--- Supplied data ---

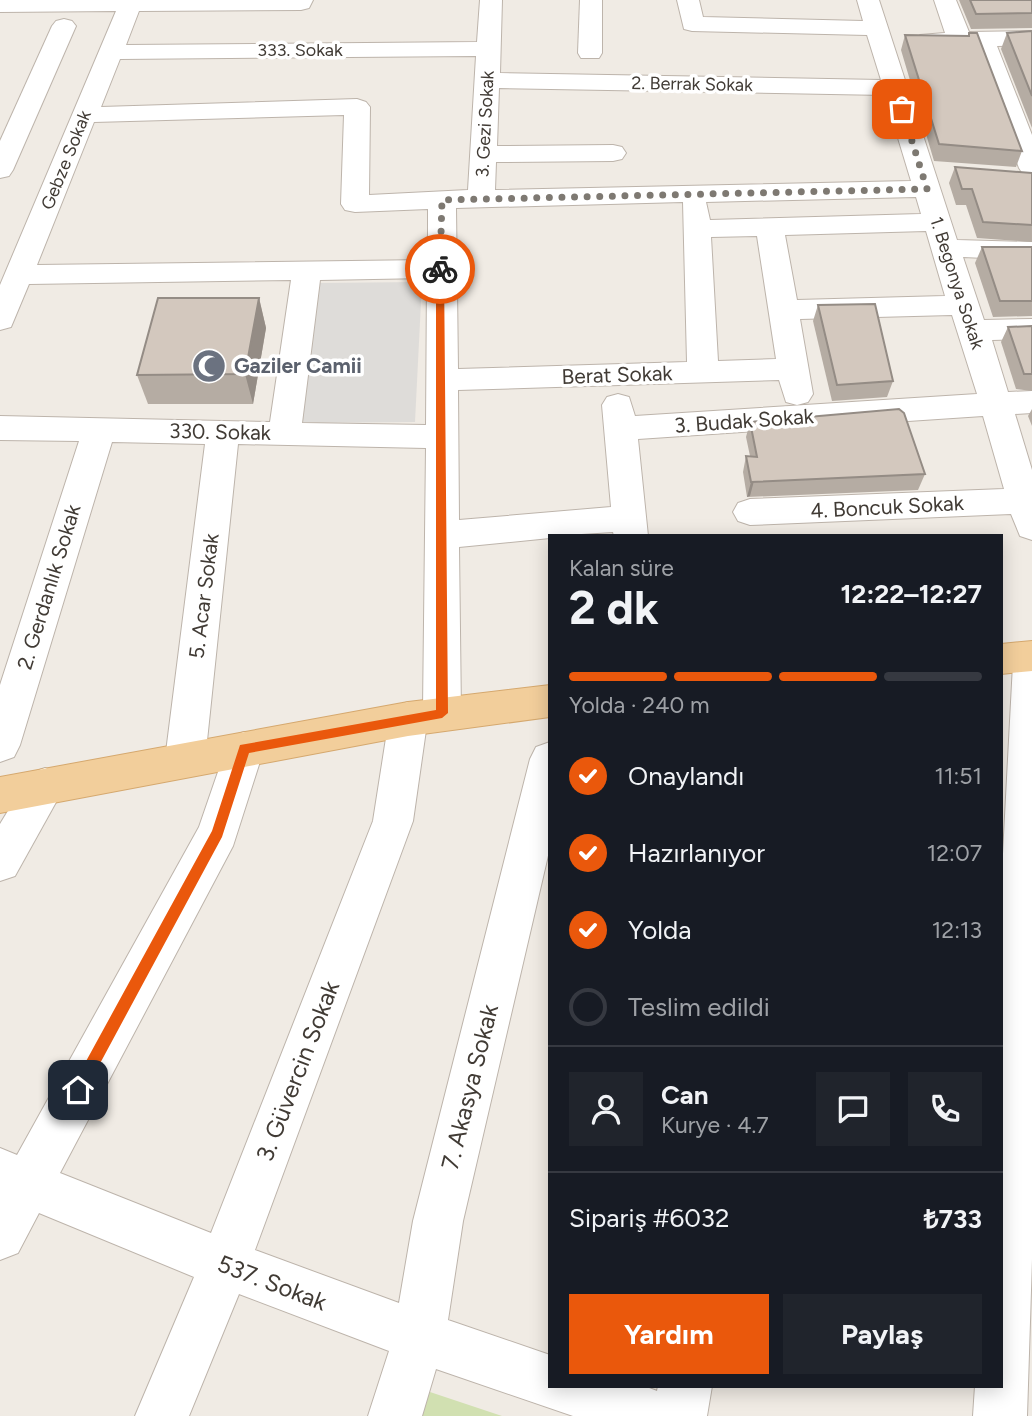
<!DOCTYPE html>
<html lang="tr">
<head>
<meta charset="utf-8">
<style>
  :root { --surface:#171b24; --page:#20242c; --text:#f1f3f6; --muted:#9ea1a6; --line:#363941; --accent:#ea580c }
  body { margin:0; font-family:Figtree,sans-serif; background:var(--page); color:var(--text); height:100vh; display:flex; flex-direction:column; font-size:26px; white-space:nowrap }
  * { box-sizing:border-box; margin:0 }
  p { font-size:23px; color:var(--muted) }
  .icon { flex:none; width:38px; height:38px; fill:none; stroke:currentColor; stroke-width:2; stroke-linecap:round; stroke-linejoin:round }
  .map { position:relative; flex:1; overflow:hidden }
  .drawer { position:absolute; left:548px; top:534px; width:455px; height:854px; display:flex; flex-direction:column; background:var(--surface); border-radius:0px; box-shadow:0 4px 18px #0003 }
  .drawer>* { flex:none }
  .pin { position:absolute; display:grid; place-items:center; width:60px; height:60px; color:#fff; margin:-30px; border-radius:14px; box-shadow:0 4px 10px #0006 }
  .courier { position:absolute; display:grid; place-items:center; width:70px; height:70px; margin:-35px; border:5px solid #ea580c; border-radius:50%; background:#fff; color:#222; box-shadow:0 2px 9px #0007 }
  .summary em { font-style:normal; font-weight:700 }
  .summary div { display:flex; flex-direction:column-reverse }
  .summary { display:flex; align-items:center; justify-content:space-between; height:119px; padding:0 21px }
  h1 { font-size:46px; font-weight:700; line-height:52px }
  .bar { display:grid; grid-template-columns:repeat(4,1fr); gap:10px 7px; align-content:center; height:84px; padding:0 21px }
  .bar i { height:9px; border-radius:5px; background:var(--line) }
  .bar .selected { background:var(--accent) }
  .bar p { grid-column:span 4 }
  .line { display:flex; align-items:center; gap:18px; padding:0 21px; border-top:2px solid var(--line) }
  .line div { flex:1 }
  .round { display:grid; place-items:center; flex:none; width:74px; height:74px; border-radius:0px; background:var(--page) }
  ol { padding:0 21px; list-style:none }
  li { display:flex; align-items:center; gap:21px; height:77px }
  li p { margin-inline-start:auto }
  li .icon { padding:7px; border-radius:50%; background:var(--accent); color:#fff; stroke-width:4 }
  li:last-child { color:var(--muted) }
  li i { width:38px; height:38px; border:4px solid var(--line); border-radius:50% }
  .action { display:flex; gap:14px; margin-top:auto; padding:14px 21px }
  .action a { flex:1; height:80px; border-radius:0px; background:var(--accent); color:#fff; font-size:28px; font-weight:700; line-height:80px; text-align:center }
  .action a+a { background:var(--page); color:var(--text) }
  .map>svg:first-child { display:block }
  .green { fill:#d1e0b1 }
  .parking { fill:#dedcd9 }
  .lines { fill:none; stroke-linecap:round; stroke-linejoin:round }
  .minor-casing { stroke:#bdb4ab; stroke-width:2 }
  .major-casing { stroke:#d5a86e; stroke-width:2 }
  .minor { fill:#fff; fill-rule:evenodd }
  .major { fill:#f2ce9b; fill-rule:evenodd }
  .wall { fill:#b5aca3 }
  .shaded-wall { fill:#948c85 }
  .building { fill:#d3c8be; stroke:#948c85; stroke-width:2 }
  .route { fill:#ea580c }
  .done { stroke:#7e7972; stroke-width:7; stroke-dasharray:0 12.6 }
  .labels { text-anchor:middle; stroke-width:7; stroke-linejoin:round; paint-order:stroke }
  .far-street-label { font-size:18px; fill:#413b35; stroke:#fff }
  .worship-label { font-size:21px; font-weight:bold; fill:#5b616d; stroke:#fff; text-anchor:start }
  .street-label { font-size:21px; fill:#413b35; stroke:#fff }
  .near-street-label { font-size:24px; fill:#413b35; stroke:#fff }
</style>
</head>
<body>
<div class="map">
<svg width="1032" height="1416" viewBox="0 0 1032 1416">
  <rect width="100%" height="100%" fill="#f0ebe4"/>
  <!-- green -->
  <path class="green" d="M 427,1391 L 502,1416 L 420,1416 Z"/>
  <!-- parking -->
  <path class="parking" d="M 422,282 L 415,422 L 294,423 L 314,283 Z"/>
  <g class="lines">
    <!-- minor casing -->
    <g class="minor-casing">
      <g id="minor">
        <path d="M 0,0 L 313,0 L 309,8 L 301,10 L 139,11 L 126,45 L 477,42 L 480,0 L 502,0 L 500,73 L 881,80 L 867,35 L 692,31 L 684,29 L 677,0 L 699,0 L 703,17 L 863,21 L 857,0 L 879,0 L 957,240 L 1032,242 L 1032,260 L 963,257 L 984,320 L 1032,319 L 1032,339 L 992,340 L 1008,392 L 1032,391 L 1032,413 L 1015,414 L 1032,470 L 1032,540 L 1020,536 L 1011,514 L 750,525 L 738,521 L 733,512 L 738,503 L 750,499 L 1004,489 L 983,416 L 638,439 L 648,536 L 614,536 L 613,532 L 550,536 L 550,538 L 459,547 L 461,714 L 456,726 L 442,730 L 427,723 L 413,821 L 255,1250 L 399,1303 L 413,1221 L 530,759 L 536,747 L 550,742 L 550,847 L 463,1221 L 448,1320 L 550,1355 L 550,1386 L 644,1386 L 657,1391 L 658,1386 L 712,1386 L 707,1416 L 573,1416 L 436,1369 L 422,1416 L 368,1416 L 389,1351 L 239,1294 L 189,1416 L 135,1416 L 194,1277 L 39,1213 L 18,1253 L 0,1260 L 0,1148 L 17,1155 L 199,827 L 230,737 L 244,732 L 258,737 L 264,749 L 233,846 L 60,1173 L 211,1233 L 373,821 L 389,719 L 394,707 L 408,702 L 423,709 L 426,448 L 238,444 L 205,760 L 199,772 L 185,777 L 171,772 L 165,760 L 205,444 L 112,442 L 20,745 L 14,757 L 0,762 L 0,685 L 79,441 L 0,440 L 0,416 L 270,422 L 291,280 L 29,284 L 11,327 L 0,330 L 0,285 L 116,11 L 0,12 ZM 476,56 L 468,190 L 369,195 L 370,107 L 366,102 L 357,99 L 101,107 L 120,59 ZM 499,88 L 885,95 L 911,181 L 495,190 L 496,162 L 613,161 L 622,159 L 626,153 L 622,147 L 613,145 L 497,146 ZM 344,115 L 341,204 L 345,210 L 355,212 L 428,209 L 428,260 L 37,265 L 94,122 ZM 916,197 L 921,214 L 710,220 L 706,202 ZM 683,202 L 687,362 L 458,369 L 456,208 ZM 926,231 L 945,296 L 797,300 L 785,235 ZM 757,236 L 776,359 L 718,361 L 711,237 ZM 427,278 L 426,425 L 302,423 L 320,280 ZM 952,315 L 977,394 L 635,416 L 629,397 L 618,394 L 607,397 L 602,405 L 611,507 L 459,520 L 458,390 L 779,380 L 786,402 L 797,405 L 808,402 L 813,394 L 800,319 Z"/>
        <path d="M 580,0 L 602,0 L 602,53 L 599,58 L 581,58 L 578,53 Z"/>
        <path d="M 934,0 L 956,0 L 969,32 L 1032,31 L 1032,45 L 997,46 L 1032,135 L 1032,176 L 1023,174 L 1019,168 L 973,46 L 920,45 L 916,40 L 920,35 L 945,33 Z"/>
        <path d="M 64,19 L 72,21 L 76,26 L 13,170 L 9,176 L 0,178 L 0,141 L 52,26 L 56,21 Z"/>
        <path d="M 1032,648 L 1032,1259 L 1027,1416 L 973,1416 L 975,1386 L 1001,1386 L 1001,892 L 1013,664 L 1019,653 Z"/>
        <path d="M 45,768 L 59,773 L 65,786 L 15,876 L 0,881 L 0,824 L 31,773 Z"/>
      </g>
    </g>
    <!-- major casing -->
    <g class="major-casing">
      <g id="major">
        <path d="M 1032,641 L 1032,671 L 1001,674 L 1001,644 Z"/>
        <path d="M 550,685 L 550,717 L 408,736 L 0,813 L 0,777 L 408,702 Z"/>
      </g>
    </g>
    <!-- minor -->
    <use href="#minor" class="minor"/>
    <!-- major -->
    <use href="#major" class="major"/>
  </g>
  <!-- wall -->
  <g class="wall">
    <path d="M 959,0 L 1032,0 L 1032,28 L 971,29 Z"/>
    <path d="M 1032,31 L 1032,128 L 1001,49 L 1007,33 Z"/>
    <path d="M 969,33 L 1022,151 L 1016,167 L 934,161 L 901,50 L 905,35 L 968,36 Z"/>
    <path d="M 955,167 L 1032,173 L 1032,242 L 977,238 L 966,205 L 956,205 L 949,183 Z"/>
    <path d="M 982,247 L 1032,247 L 1032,316 L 993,317 L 975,263 Z"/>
    <path d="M 259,298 L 266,328 L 253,404 L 148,404 L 137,375 Z"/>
    <path d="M 818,305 L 893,381 L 887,397 L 832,401 L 813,321 Z"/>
    <path d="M 1032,326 L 1032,391 L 1016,389 L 1001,342 L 1008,327 Z"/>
    <path d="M 1032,409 L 1032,426 L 1028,416 Z"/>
    <path d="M 750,422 L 925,474 L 918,490 L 747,497 L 743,472 L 746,456 L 750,456 L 746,437 Z"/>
  </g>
  <!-- shaded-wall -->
  <g class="shaded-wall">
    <path d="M 259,298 L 266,328 L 253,404 L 245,374 Z"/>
    <path d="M 754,481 L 750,496 L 747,497 L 751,482 Z"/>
  </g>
  <!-- building -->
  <g class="building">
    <path d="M 970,0 L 1032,0 L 1032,13 L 976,14 Z"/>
    <path d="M 1032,31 L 1032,96 L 1007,33 Z"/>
    <path d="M 969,33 L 977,33 L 1022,151 L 939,144 L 905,35 L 969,36 Z"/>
    <path d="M 955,167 L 1032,173 L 1032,225 L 983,222 L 972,189 L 962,189 Z"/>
    <path d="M 982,247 L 1032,247 L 1032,301 L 1000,301 Z"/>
    <path d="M 158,298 L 259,298 L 245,374 L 137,375 Z"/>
    <path d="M 875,304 L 893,381 L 837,385 L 818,305 Z"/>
    <path d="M 1032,326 L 1032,374 L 1024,374 L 1008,327 Z"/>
    <path d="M 899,409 L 904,413 L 925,474 L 751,482 L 746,456 L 757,457 L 750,422 Z"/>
  </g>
  <!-- route -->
  <path class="route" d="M 440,266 L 444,269 L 448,713 L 442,718 L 249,753 L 222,837 L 83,1095 L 73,1095 L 73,1085 L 212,831 L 240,745 L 436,710 L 436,269 Z"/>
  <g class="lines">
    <!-- done -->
    <path class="done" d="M 440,269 L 442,200 L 927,189 L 902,109"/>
  </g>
  <!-- icons -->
  <defs>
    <g id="mosque-disc" transform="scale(1.75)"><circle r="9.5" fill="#6b7280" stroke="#fff"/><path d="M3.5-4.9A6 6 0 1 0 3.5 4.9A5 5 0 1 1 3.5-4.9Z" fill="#fff"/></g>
  </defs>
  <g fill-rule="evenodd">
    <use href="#mosque-disc" x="209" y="366"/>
  </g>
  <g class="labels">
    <!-- far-street labels -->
    <g class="far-street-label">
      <text x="300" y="56">333. Sokak</text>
      <text transform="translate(692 84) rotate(1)" y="6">2. Berrak Sokak</text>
      <text transform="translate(485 124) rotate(-87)" y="6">3. Gezi Sokak</text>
      <text transform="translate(66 160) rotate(-68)" y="6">Gebze Sokak</text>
      <text transform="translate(957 283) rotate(72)" y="6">1. Begonya Sokak</text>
    </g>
    <!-- worship labels -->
    <g class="worship-label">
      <text x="234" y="373">Gaziler Camii</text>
    </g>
    <!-- street labels -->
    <g class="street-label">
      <text transform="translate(617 375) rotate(-2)" y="7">Berat Sokak</text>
      <text transform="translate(744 421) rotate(-4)" y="7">3. Budak Sokak</text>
      <text transform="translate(220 432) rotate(1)" y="7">330. Sokak</text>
      <text transform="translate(887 507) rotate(-3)" y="7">4. Boncuk Sokak</text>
      <text transform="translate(49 587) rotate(-73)" y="7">2. Gerdanlık Sokak</text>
      <text transform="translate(204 596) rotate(-83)" y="7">5. Acar Sokak</text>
    </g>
    <!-- near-street labels -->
    <g class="near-street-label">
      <text transform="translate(298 1071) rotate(-69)" y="8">3. Güvercin Sokak</text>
      <text transform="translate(470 1087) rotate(-76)" y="8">7. Akasya Sokak</text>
      <text transform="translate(272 1283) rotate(21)" y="8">537. Sokak</text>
    </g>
  </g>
</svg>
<div class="pin" style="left:902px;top:109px;background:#ea580c"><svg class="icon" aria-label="bag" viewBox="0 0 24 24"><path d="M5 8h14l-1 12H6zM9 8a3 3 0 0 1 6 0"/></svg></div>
<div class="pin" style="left:78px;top:1090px;background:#1f2937"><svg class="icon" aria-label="home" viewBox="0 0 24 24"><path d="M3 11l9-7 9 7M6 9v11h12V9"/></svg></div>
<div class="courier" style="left:440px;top:269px"><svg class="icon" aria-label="bike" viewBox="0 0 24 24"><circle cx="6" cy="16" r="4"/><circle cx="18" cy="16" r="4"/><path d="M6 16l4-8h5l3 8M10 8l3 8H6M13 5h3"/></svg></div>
<section class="drawer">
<div class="summary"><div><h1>2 dk</h1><p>Kalan süre</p></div><em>12:22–12:27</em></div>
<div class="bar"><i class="selected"></i><i class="selected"></i><i class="selected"></i><i></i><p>Yolda · 240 m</p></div>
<ol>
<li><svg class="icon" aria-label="check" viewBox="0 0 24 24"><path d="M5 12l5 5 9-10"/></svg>Onaylandı<p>11:51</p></li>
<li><svg class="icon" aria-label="check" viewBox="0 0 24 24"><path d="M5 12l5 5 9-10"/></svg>Hazırlanıyor<p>12:07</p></li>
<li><svg class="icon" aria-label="check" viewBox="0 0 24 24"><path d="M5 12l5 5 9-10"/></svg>Yolda<p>12:13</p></li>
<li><i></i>Teslim edildi</li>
</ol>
<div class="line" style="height:126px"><a class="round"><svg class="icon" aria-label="person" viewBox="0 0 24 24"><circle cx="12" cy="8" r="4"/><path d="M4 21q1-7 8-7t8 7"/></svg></a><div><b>Can</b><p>Kurye · 4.7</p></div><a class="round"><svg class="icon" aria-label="chat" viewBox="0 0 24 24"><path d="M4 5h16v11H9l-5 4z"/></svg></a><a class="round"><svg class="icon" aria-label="phone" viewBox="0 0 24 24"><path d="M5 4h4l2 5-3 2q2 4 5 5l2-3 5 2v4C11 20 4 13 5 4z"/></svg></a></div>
<div class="line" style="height:91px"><div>Sipariş #6032</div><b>₺733</b></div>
<div class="action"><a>Yardım</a><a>Paylaş</a></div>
</section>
</div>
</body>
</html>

---

(What you should do): Given the data above, transcribe exactly the lines from the one containing "position:relative; flex:1; overflow:hidden" down to the one containing "padding:7px; border-radius:50%; background:var(--accent);", and no others.

(Answer to this problem):
  .map { position:relative; flex:1; overflow:hidden }
  .drawer { position:absolute; left:548px; top:534px; width:455px; height:854px; display:flex; flex-direction:column; background:var(--surface); border-radius:0px; box-shadow:0 4px 18px #0003 }
  .drawer>* { flex:none }
  .pin { position:absolute; display:grid; place-items:center; width:60px; height:60px; color:#fff; margin:-30px; border-radius:14px; box-shadow:0 4px 10px #0006 }
  .courier { position:absolute; display:grid; place-items:center; width:70px; height:70px; margin:-35px; border:5px solid #ea580c; border-radius:50%; background:#fff; color:#222; box-shadow:0 2px 9px #0007 }
  .summary em { font-style:normal; font-weight:700 }
  .summary div { display:flex; flex-direction:column-reverse }
  .summary { display:flex; align-items:center; justify-content:space-between; height:119px; padding:0 21px }
  h1 { font-size:46px; font-weight:700; line-height:52px }
  .bar { display:grid; grid-template-columns:repeat(4,1fr); gap:10px 7px; align-content:center; height:84px; padding:0 21px }
  .bar i { height:9px; border-radius:5px; background:var(--line) }
  .bar .selected { background:var(--accent) }
  .bar p { grid-column:span 4 }
  .line { display:flex; align-items:center; gap:18px; padding:0 21px; border-top:2px solid var(--line) }
  .line div { flex:1 }
  .round { display:grid; place-items:center; flex:none; width:74px; height:74px; border-radius:0px; background:var(--page) }
  ol { padding:0 21px; list-style:none }
  li { display:flex; align-items:center; gap:21px; height:77px }
  li p { margin-inline-start:auto }
  li .icon { padding:7px; border-radius:50%; background:var(--accent); color:#fff; stroke-width:4 }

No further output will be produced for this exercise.